— Material provided —
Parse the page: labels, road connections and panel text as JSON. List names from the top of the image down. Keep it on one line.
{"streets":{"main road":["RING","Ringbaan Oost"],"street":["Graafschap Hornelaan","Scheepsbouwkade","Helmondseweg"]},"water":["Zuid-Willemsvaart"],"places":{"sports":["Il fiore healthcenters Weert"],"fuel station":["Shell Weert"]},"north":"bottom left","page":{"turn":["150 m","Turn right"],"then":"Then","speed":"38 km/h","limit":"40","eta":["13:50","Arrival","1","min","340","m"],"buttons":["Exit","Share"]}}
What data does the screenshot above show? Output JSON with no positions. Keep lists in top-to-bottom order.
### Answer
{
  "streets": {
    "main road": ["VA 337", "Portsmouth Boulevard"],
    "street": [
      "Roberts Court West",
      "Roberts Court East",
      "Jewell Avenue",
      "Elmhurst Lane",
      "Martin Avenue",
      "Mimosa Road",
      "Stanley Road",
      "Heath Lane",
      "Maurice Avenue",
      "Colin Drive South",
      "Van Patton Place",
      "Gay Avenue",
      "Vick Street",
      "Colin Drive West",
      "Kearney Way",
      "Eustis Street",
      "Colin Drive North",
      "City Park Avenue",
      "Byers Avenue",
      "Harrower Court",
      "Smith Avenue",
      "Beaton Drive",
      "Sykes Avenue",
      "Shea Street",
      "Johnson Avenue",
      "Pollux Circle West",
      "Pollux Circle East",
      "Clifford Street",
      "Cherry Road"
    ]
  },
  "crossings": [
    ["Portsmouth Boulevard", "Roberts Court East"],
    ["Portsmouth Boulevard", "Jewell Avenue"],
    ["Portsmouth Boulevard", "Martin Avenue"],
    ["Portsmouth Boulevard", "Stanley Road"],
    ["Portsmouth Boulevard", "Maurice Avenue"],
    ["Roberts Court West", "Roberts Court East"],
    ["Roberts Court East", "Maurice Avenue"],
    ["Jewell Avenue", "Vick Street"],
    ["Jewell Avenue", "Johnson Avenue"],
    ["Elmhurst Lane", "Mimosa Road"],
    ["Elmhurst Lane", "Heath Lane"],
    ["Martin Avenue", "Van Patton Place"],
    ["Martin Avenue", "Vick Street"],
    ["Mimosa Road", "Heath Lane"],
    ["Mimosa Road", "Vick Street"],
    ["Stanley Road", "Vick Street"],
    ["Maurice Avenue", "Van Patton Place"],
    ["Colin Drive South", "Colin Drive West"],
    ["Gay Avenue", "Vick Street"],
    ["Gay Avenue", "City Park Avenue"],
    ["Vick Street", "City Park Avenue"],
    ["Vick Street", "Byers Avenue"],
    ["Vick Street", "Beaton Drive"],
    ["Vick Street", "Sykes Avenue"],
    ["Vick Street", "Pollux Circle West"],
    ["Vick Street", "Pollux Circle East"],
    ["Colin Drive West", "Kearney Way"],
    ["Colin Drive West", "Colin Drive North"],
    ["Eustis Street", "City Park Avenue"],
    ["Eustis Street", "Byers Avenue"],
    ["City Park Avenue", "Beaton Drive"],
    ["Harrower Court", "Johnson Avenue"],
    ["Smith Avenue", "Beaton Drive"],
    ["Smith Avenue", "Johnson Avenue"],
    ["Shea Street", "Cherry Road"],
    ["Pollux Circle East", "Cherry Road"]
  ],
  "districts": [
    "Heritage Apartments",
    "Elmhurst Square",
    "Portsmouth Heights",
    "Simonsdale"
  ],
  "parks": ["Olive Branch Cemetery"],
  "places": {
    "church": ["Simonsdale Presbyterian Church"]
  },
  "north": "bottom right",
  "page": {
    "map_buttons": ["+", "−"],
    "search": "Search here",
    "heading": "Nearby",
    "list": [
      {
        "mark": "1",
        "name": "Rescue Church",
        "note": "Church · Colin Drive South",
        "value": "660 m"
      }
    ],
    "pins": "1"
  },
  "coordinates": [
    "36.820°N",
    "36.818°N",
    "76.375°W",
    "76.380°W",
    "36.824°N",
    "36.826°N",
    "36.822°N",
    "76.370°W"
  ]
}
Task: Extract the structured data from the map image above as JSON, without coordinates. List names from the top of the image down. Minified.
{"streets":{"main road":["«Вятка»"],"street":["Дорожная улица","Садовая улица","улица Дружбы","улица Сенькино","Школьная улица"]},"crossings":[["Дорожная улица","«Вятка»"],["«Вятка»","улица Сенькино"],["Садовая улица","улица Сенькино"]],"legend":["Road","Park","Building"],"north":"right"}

— What you are asked to do —
Reproduce the preceding records exactly and completely.

— Task output —
Parse the page: labels, road connections and panel text as JSON. List names from the top of the image down. Keep it on one line.
{"streets":{"main road":["RING","Ringbaan Oost"],"street":["Graafschap Hornelaan","Scheepsbouwkade","Helmondseweg"]},"water":["Zuid-Willemsvaart"],"places":{"sports":["Il fiore healthcenters Weert"],"fuel station":["Shell Weert"]},"north":"bottom left","page":{"turn":["150 m","Turn right"],"then":"Then","speed":"38 km/h","limit":"40","eta":["13:50","Arrival","1","min","340","m"],"buttons":["Exit","Share"]}}
What data does the screenshot above show? Output JSON with no positions. Keep lists in top-to-bottom order.
### Answer
{
  "streets": {
    "main road": ["VA 337", "Portsmouth Boulevard"],
    "street": [
      "Roberts Court West",
      "Roberts Court East",
      "Jewell Avenue",
      "Elmhurst Lane",
      "Martin Avenue",
      "Mimosa Road",
      "Stanley Road",
      "Heath Lane",
      "Maurice Avenue",
      "Colin Drive South",
      "Van Patton Place",
      "Gay Avenue",
      "Vick Street",
      "Colin Drive West",
      "Kearney Way",
      "Eustis Street",
      "Colin Drive North",
      "City Park Avenue",
      "Byers Avenue",
      "Harrower Court",
      "Smith Avenue",
      "Beaton Drive",
      "Sykes Avenue",
      "Shea Street",
      "Johnson Avenue",
      "Pollux Circle West",
      "Pollux Circle East",
      "Clifford Street",
      "Cherry Road"
    ]
  },
  "crossings": [
    ["Portsmouth Boulevard", "Roberts Court East"],
    ["Portsmouth Boulevard", "Jewell Avenue"],
    ["Portsmouth Boulevard", "Martin Avenue"],
    ["Portsmouth Boulevard", "Stanley Road"],
    ["Portsmouth Boulevard", "Maurice Avenue"],
    ["Roberts Court West", "Roberts Court East"],
    ["Roberts Court East", "Maurice Avenue"],
    ["Jewell Avenue", "Vick Street"],
    ["Jewell Avenue", "Johnson Avenue"],
    ["Elmhurst Lane", "Mimosa Road"],
    ["Elmhurst Lane", "Heath Lane"],
    ["Martin Avenue", "Van Patton Place"],
    ["Martin Avenue", "Vick Street"],
    ["Mimosa Road", "Heath Lane"],
    ["Mimosa Road", "Vick Street"],
    ["Stanley Road", "Vick Street"],
    ["Maurice Avenue", "Van Patton Place"],
    ["Colin Drive South", "Colin Drive West"],
    ["Gay Avenue", "Vick Street"],
    ["Gay Avenue", "City Park Avenue"],
    ["Vick Street", "City Park Avenue"],
    ["Vick Street", "Byers Avenue"],
    ["Vick Street", "Beaton Drive"],
    ["Vick Street", "Sykes Avenue"],
    ["Vick Street", "Pollux Circle West"],
    ["Vick Street", "Pollux Circle East"],
    ["Colin Drive West", "Kearney Way"],
    ["Colin Drive West", "Colin Drive North"],
    ["Eustis Street", "City Park Avenue"],
    ["Eustis Street", "Byers Avenue"],
    ["City Park Avenue", "Beaton Drive"],
    ["Harrower Court", "Johnson Avenue"],
    ["Smith Avenue", "Beaton Drive"],
    ["Smith Avenue", "Johnson Avenue"],
    ["Shea Street", "Cherry Road"],
    ["Pollux Circle East", "Cherry Road"]
  ],
  "districts": [
    "Heritage Apartments",
    "Elmhurst Square",
    "Portsmouth Heights",
    "Simonsdale"
  ],
  "parks": ["Olive Branch Cemetery"],
  "places": {
    "church": ["Simonsdale Presbyterian Church"]
  },
  "north": "bottom right",
  "page": {
    "map_buttons": ["+", "−"],
    "search": "Search here",
    "heading": "Nearby",
    "list": [
      {
        "mark": "1",
        "name": "Rescue Church",
        "note": "Church · Colin Drive South",
        "value": "660 m"
      }
    ],
    "pins": "1"
  },
  "coordinates": [
    "36.820°N",
    "36.818°N",
    "76.375°W",
    "76.380°W",
    "36.824°N",
    "36.826°N",
    "36.822°N",
    "76.370°W"
  ]
}
Task: Extract the structured data from the map image above as JSON, without coordinates. List names from the top of the image down. Minified.
{"streets":{"main road":["«Вятка»"],"street":["Дорожная улица","Садовая улица","улица Дружбы","улица Сенькино","Школьная улица"]},"crossings":[["Дорожная улица","«Вятка»"],["«Вятка»","улица Сенькино"],["Садовая улица","улица Сенькино"]],"legend":["Road","Park","Building"],"north":"right"}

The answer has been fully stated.